The first phase of data analysis is substantive coding which involves open coding. This is where Glaser (1978) spoke of analysing line by line for incidents and concepts. Following each interview data was coded line by line, meaning that each transcript was carefully read and coded. One continuous pattern of behaviour throughout all interviews, referred to by all participants, was nurses speaking of how they washed patients, descriptively coded as washing patients; helped patients to eat, coded as helping patients to eat and/or helped patients to the toilet, coded as helping patients with toileting. Cognisant that codes are independent of people, time and place, which makes them enduring these codes were grouped together as they all referred to the same pattern of behaviour of physically caring for the patient. Collectively these codes then were conceptualised as functional caring. This concept was subsumed under the sub core category of Care Accommodation. Using constant comparison, subsequent interviews were coded similarly, meaning that interviews were coded with previous codes in mind. Once the core category emerged of “working within constraints,” theoretical sampling and selective coding began in order to saturate the core category, which was reached following 32 interviews.

Memos were written throughout data collection and analysis. Codes were refined and became more conceptual in what Glaser (1992) termed conceptual refit. Once relevant theoretical codes were identified, the theory met the four classic grounded theory judging criteria of fit, work, relevance and modifiability representing methodological rigour. The theory of resigning explains nurses behaviors when caring within constraints meeting the criteria of work. Vigorous analysis of data from interviews ensured fit, affirmed also during non-participant observations when nurses patterns of behaviors were observed consistent with concepts already generated from data collected during interviews. Relevance is evident as the concepts resonate with nurses in their daily challenges in trying to deliver best patient care and finally modifiability is achieved through the principle of conceptualisation undertaken in classic grounded theory.

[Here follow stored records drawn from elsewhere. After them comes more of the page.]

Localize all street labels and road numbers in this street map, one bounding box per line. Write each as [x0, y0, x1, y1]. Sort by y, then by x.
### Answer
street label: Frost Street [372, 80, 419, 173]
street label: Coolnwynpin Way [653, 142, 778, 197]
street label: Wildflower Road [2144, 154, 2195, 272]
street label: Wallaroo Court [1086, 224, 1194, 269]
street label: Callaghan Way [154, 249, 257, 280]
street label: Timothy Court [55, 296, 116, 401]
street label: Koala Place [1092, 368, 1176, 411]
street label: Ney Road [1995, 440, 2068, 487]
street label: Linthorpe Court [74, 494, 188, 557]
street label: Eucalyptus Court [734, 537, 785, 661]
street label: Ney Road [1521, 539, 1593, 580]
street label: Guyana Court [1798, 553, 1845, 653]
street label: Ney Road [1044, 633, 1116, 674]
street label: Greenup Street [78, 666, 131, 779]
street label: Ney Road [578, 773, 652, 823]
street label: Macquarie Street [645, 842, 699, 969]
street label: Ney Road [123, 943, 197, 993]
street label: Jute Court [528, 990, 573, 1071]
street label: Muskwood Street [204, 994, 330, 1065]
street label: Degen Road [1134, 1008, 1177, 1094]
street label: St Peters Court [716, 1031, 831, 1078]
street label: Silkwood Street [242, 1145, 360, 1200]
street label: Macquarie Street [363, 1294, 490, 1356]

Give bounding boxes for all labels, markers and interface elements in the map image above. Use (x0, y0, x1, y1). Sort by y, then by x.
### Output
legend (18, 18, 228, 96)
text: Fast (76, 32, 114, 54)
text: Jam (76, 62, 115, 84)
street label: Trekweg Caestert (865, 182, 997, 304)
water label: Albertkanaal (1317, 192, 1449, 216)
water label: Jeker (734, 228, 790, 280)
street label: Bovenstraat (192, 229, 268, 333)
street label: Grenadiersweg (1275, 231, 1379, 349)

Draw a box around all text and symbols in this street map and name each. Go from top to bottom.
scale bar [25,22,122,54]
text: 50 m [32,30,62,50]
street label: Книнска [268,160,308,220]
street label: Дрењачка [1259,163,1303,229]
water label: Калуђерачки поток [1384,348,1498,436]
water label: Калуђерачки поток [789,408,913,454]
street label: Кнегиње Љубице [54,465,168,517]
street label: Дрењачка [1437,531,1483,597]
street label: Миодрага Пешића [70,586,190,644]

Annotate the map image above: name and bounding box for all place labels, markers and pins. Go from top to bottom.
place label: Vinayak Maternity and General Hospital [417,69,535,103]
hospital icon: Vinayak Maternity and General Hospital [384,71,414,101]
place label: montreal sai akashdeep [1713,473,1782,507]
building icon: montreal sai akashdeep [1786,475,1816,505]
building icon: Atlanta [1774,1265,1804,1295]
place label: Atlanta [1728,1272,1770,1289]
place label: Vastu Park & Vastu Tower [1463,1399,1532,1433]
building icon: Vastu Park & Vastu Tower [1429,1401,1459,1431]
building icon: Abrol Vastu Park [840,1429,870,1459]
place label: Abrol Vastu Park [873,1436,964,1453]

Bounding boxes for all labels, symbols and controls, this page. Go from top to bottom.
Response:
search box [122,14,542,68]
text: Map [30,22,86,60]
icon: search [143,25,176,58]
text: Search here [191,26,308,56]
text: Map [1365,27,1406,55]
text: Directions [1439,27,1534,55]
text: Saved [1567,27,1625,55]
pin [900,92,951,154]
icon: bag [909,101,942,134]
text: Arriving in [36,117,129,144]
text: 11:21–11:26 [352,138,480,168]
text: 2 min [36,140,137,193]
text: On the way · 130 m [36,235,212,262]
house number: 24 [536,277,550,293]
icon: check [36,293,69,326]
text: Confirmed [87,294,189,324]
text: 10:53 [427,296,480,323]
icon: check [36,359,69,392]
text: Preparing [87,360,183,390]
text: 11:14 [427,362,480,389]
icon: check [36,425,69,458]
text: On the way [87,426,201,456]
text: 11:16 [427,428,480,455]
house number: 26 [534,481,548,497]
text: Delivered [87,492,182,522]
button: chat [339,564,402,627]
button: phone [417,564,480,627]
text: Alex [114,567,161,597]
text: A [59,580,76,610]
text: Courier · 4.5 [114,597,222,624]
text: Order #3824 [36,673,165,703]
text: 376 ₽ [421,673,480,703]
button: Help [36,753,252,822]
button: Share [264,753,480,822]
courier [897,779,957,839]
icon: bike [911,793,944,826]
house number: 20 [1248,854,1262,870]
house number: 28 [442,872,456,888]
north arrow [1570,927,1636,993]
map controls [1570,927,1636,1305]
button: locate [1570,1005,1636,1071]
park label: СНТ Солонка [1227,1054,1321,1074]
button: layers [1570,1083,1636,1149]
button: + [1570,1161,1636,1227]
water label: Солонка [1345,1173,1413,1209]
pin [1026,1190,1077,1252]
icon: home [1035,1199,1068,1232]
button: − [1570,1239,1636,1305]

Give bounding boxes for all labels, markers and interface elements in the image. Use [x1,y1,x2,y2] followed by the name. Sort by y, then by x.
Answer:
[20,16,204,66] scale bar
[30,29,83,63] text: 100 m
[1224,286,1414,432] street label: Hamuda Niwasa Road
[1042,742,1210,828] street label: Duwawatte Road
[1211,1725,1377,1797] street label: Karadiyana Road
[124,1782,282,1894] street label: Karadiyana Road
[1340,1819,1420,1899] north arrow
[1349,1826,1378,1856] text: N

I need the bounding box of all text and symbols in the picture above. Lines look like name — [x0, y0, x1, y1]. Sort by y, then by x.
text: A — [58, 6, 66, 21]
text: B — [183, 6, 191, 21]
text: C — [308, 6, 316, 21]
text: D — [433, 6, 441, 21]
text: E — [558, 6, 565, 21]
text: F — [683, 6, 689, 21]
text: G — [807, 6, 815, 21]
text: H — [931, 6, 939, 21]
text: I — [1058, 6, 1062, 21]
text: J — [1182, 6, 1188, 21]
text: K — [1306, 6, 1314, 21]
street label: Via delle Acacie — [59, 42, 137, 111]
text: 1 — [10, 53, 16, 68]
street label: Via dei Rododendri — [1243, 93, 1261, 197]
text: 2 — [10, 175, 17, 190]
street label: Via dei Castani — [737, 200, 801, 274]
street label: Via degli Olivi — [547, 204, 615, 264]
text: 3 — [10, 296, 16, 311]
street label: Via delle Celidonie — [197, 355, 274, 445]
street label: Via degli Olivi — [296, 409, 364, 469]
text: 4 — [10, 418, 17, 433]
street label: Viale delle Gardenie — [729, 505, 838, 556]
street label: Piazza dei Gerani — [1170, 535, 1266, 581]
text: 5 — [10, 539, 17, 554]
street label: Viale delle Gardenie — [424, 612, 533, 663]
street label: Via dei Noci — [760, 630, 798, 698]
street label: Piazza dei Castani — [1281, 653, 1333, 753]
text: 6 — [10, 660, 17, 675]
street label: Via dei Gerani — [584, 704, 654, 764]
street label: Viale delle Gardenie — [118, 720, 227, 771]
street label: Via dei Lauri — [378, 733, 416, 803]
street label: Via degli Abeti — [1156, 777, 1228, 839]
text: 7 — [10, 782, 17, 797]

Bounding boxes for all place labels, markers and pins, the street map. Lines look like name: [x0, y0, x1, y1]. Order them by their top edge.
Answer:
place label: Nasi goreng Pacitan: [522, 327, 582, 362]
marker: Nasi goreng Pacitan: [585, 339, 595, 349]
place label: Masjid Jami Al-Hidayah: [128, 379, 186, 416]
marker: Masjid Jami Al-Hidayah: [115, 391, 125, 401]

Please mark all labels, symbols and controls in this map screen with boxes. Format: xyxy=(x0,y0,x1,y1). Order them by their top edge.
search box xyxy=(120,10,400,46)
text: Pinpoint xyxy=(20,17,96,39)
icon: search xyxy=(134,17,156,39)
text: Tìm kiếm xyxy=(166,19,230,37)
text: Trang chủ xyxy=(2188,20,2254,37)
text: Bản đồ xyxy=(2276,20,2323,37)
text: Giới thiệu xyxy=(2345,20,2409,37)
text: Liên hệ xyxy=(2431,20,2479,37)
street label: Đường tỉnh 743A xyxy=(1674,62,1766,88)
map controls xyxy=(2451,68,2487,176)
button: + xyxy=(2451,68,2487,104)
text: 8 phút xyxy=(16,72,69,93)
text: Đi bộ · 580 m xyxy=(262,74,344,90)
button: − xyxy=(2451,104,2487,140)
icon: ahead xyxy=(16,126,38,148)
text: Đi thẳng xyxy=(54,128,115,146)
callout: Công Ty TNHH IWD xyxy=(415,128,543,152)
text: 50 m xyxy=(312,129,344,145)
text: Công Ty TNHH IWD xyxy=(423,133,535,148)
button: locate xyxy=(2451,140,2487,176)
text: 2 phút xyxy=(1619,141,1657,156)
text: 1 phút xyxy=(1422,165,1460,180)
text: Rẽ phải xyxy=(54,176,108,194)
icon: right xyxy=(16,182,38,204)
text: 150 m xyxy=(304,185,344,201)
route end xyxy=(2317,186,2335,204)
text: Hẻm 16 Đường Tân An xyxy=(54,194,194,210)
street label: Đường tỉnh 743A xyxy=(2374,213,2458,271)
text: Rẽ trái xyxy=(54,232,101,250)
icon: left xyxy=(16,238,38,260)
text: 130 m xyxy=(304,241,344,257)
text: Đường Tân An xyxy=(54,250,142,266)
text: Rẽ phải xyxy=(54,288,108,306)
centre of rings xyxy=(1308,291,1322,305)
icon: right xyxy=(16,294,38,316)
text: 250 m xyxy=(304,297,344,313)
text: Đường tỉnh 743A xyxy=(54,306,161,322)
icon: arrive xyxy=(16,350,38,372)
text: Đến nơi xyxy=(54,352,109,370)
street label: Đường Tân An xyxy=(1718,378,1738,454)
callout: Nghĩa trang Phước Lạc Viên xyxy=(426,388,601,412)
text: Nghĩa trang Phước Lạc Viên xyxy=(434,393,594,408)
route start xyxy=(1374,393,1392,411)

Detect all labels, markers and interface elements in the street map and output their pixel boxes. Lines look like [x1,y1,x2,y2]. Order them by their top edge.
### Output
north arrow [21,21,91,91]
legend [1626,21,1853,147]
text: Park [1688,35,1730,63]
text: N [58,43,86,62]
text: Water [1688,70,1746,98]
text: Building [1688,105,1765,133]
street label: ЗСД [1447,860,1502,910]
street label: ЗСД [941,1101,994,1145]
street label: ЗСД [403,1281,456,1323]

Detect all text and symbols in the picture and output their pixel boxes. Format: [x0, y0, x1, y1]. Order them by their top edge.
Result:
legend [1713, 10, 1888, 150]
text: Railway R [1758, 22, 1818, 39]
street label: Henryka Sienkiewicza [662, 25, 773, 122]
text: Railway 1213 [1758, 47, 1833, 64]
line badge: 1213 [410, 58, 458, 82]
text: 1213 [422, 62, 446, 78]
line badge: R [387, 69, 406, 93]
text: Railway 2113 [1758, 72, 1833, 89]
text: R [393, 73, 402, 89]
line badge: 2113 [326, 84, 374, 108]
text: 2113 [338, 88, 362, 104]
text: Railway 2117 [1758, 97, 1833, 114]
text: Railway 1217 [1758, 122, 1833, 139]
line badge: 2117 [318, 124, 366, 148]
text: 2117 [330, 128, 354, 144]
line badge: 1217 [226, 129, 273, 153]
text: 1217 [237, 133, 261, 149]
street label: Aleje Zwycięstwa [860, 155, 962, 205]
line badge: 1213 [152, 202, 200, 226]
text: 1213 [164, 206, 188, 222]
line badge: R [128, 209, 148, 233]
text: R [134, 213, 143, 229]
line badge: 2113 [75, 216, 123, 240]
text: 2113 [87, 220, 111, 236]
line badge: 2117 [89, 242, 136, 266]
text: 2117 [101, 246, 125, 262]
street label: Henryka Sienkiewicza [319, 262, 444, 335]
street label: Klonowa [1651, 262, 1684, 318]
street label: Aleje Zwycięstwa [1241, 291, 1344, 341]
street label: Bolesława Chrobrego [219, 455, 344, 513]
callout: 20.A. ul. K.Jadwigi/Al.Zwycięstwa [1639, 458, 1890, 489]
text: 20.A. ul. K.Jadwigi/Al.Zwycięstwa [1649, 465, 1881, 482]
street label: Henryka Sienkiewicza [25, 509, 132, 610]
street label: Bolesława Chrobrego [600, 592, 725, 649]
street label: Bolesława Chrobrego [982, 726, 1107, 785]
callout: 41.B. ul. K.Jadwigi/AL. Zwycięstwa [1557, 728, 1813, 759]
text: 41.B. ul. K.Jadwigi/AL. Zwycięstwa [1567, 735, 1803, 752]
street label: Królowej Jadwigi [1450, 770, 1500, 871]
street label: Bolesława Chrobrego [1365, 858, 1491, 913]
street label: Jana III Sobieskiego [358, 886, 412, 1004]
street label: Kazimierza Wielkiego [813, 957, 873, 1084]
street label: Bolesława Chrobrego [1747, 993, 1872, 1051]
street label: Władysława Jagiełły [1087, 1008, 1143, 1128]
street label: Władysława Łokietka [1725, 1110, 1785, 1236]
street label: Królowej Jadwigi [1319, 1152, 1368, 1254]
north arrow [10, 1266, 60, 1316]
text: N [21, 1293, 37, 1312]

What was observed during non-participatory observation periods was as nurses had discussed during interviews; no disparities were evident only further evidence of the busy care environment which nurses deliver care in on a daily basis and their challenge of working within constraints. Field notes taken during observation periods were analysed and coded similarly to interviews. Coding of observation data were undertaken with constant comparison in mind of the concepts and categories emerging from interviews thus strongly corroborating theory development grounding the emergent theory in the participants’ worlds.

The theory of resigning

The theory of resigning explains how nurses work within constraints to deliver best care to patients with stroke in the acute care setting. Once nurses acknowledge the presence of constraints such as reduced staff, lack of resources, and time they engage in resigning. Resigning is a reluctant acceptance to compromise the quality of the care they deliver, in the interests of patient safety and to maintain a basic level of care. Resigning acts as energy maintenance and coping strategy and enacted through idealistic striving, resourcing, and care accommodation.

Idealistic striving

Idealistic striving involves nurses endeavouring to provide the best care possible to their patients. It comprises of professional connecting, knowledge seeking and cluing in. A precondition of idealistic striving is having the commitment to provide the best care possible. To support them in idealistic striving, nurses engage in professional connecting, whereby they initiate and sustain communication with nursing colleagues and other healthcare professionals identified as being able to support optimal care for patients. This is achieved by fostering personal relations and maintaining good working relations with fellow health care professionals by spending time working with others. Time and staff shortages limit the opportunities available to meet and interact with others.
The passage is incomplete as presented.